> Information given:

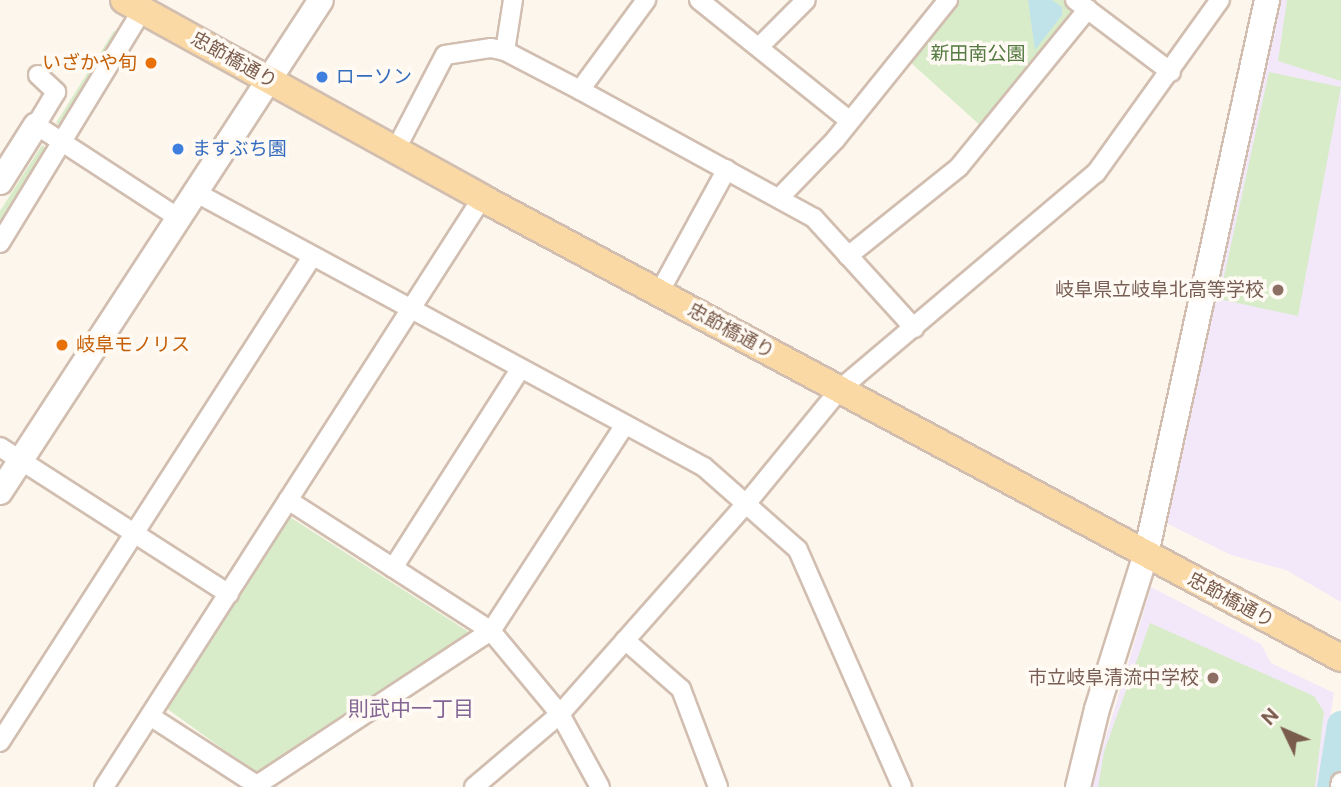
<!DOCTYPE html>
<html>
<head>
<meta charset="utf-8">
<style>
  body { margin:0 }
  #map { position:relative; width:1341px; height:787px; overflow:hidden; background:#fdf6ec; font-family:"Public Sans","Noto Sans JP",sans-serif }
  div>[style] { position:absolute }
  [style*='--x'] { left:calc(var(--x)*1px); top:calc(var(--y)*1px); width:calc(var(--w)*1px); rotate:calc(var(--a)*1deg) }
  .education>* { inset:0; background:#f3e8fa }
  .green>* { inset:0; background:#d8ecc9 }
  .water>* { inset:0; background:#bfe3e8 }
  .river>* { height:28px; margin:-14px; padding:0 14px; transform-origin:14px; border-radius:14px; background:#bfe3e8 }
  .roads { filter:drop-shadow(2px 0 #d1beb0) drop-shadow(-2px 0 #d1beb0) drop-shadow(0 2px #d1beb0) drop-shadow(0 -2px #d1beb0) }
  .street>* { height:18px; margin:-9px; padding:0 9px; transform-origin:9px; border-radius:9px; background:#fff }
  .secondary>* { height:24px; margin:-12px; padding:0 12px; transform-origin:12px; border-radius:12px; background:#fff }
  .primary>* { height:26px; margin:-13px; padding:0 13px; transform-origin:13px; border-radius:13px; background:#fbd9a5 }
  .dots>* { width:19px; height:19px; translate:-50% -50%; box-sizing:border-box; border:4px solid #fffaf3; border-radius:50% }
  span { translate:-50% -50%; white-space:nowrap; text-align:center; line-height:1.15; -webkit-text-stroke:7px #fffaf3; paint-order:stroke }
  .park-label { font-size:19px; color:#537a41 }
  .street-label { font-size:19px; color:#7a5c4d }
  .food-label { font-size:19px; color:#c56008 }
  .right { translate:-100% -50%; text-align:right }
  .left { translate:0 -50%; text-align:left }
  .shop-label { font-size:19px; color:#366cbe }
  .education-label { font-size:19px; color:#785e54 }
  .neighbourhood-label { font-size:21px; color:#846695 }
  .north { position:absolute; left:1250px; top:696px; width:70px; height:70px; -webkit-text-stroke:5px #fffaf3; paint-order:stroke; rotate:314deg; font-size:19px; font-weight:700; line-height:28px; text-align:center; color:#7a5c4d }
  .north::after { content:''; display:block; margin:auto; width:24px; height:32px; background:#7a5c4d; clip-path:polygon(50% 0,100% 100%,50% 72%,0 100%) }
</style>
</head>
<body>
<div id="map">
  <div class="education">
    <i style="clip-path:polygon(1277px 0,1341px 0,1341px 602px,1286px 570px,1231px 555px,1162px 521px,1268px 59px)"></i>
    <i style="clip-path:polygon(1151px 587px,1261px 644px,1271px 663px,1334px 693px,1319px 787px,1091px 787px)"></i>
  </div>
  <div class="green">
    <i style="clip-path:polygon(959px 0,1063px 0,1074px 7px,1074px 15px,982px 127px,910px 62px)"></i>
    <i style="clip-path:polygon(1287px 0,1341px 0,1341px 81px,1278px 61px)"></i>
    <i style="clip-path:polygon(114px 31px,123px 33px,63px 127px,56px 123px)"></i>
    <i style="clip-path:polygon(1269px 72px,1341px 87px,1298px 316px,1219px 299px)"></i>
    <i style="clip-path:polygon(42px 145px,48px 150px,0 226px,0 211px)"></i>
    <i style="clip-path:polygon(290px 517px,472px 634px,256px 773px,166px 708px)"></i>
    <i style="clip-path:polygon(1150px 623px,1314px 696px,1324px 712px,1315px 787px,1098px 787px,1104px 752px)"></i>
  </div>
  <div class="water">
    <i style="clip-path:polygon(1028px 0,1052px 0,1062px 7px,1062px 15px,1035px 50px)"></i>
  </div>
  <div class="river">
    <i style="--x:1331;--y:787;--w:63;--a:-80.8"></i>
  </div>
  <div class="roads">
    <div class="street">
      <i style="--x:699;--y:0;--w:193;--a:38.7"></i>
      <i style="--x:1075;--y:0;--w:120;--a:36.9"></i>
      <i style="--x:759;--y:47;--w:66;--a:-45"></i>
      <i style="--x:505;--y:51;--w:52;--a:-81.1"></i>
      <i style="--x:38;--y:75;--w:25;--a:43"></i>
      <i style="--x:56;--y:92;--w:39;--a:121"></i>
      <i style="--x:36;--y:125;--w:168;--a:33.1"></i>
      <i style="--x:580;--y:90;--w:267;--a:28.7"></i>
      <i style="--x:814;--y:218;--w:149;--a:47.7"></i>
      <i style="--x:396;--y:149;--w:106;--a:-62.5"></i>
      <i style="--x:445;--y:55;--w:47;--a:-8.7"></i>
      <i style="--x:491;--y:48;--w:14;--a:12"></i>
      <i style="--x:505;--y:51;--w:85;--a:27.5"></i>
      <i style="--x:580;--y:90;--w:112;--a:-53.7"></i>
      <i style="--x:193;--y:191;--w:581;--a:28.37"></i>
      <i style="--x:704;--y:467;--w:125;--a:41.4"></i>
      <i style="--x:798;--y:550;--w:259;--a:66.3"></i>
      <i style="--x:780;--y:197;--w:79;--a:-46"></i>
      <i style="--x:835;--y:140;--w:180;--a:-51.1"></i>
      <i style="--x:0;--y:243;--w:273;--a:-58.6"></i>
      <i style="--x:848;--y:256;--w:142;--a:-38.7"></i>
      <i style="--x:959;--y:167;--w:204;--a:-50.8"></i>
      <i style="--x:659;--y:293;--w:141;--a:-61.3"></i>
      <i style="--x:0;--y:447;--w:272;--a:32.7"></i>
      <i style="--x:288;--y:500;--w:242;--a:32.8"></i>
      <i style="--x:491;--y:631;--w:108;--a:50.3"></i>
      <i style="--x:560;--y:714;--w:83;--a:61.3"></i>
      <i style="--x:393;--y:568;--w:237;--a:-57.4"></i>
      <i style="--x:625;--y:640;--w:74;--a:41.2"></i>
      <i style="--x:681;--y:689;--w:105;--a:69.3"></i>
      <i style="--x:150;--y:716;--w:125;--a:32.9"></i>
      <i style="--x:0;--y:742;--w:577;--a:-57.25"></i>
      <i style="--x:104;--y:787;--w:700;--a:-57.31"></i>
      <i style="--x:254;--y:787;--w:284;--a:-33.4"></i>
      <i style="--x:491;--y:631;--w:246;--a:-57"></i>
      <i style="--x:474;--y:787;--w:113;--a:-40.3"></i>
      <i style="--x:560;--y:714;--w:281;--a:-48.5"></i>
      <i style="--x:746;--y:504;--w:149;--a:-50.7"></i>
      <i style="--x:840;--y:389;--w:335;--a:-40.2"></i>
      <i style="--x:1096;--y:173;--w:213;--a:-54.4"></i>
      <i style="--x:1340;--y:787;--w:5;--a:-79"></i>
    </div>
    <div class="secondary">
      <i style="--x:0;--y:182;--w:67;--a:-57.7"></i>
      <i style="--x:0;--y:492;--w:587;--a:-56.88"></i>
      <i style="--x:1078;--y:787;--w:80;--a:-76.3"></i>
      <i style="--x:1097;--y:709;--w:163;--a:-72.5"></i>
      <i style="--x:1146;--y:554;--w:567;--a:-77.68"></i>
    </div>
    <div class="primary">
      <i style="--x:124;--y:0;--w:409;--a:28.9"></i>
      <i style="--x:482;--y:198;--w:974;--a:28.17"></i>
    </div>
  </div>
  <div class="dots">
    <i style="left:151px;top:63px;background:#e8710a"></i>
    <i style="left:322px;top:77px;background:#3f7fe0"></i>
    <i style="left:178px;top:149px;background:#3f7fe0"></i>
    <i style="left:1278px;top:290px;background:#8d6e63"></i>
    <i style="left:62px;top:345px;background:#e8710a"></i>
    <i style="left:1213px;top:678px;background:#8d6e63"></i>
  </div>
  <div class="park-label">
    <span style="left:978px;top:54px">新田南公園</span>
  </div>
  <div class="street-label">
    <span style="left:234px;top:60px;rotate:29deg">忠節橋通り</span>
    <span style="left:731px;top:331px;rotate:28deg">忠節橋通り</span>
    <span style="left:1231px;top:600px;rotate:28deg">忠節橋通り</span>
  </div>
  <div class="food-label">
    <span class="right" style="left:137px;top:63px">いざかや旬</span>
    <span class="left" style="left:76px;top:345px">岐阜モノリス</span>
  </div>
  <div class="shop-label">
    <span class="left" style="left:336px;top:77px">ローソン</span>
    <span class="left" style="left:192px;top:149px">ますぶち園</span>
  </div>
  <div class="education-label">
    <span class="right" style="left:1264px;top:290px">岐阜県立岐阜北高等学校</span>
    <span class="right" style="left:1199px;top:678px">市立岐阜清流中学校</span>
  </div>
  <div class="neighbourhood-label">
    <span style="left:411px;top:709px">則武中一丁目</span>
  </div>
  <div class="north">N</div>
</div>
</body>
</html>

> Requirement: Only the lines from the top of the data through the line with "width:19px; height:19px; translate:-50%" should be quoted, exactly and with both ends kept; skip the pictures.

> Exercise answer:
<!DOCTYPE html>
<html>
<head>
<meta charset="utf-8">
<style>
  body { margin:0 }
  #map { position:relative; width:1341px; height:787px; overflow:hidden; background:#fdf6ec; font-family:"Public Sans","Noto Sans JP",sans-serif }
  div>[style] { position:absolute }
  [style*='--x'] { left:calc(var(--x)*1px); top:calc(var(--y)*1px); width:calc(var(--w)*1px); rotate:calc(var(--a)*1deg) }
  .education>* { inset:0; background:#f3e8fa }
  .green>* { inset:0; background:#d8ecc9 }
  .water>* { inset:0; background:#bfe3e8 }
  .river>* { height:28px; margin:-14px; padding:0 14px; transform-origin:14px; border-radius:14px; background:#bfe3e8 }
  .roads { filter:drop-shadow(2px 0 #d1beb0) drop-shadow(-2px 0 #d1beb0) drop-shadow(0 2px #d1beb0) drop-shadow(0 -2px #d1beb0) }
  .street>* { height:18px; margin:-9px; padding:0 9px; transform-origin:9px; border-radius:9px; background:#fff }
  .secondary>* { height:24px; margin:-12px; padding:0 12px; transform-origin:12px; border-radius:12px; background:#fff }
  .primary>* { height:26px; margin:-13px; padding:0 13px; transform-origin:13px; border-radius:13px; background:#fbd9a5 }
  .dots>* { width:19px; height:19px; translate:-50% -50%; box-sizing:border-box; border:4px solid #fffaf3; border-radius:50% }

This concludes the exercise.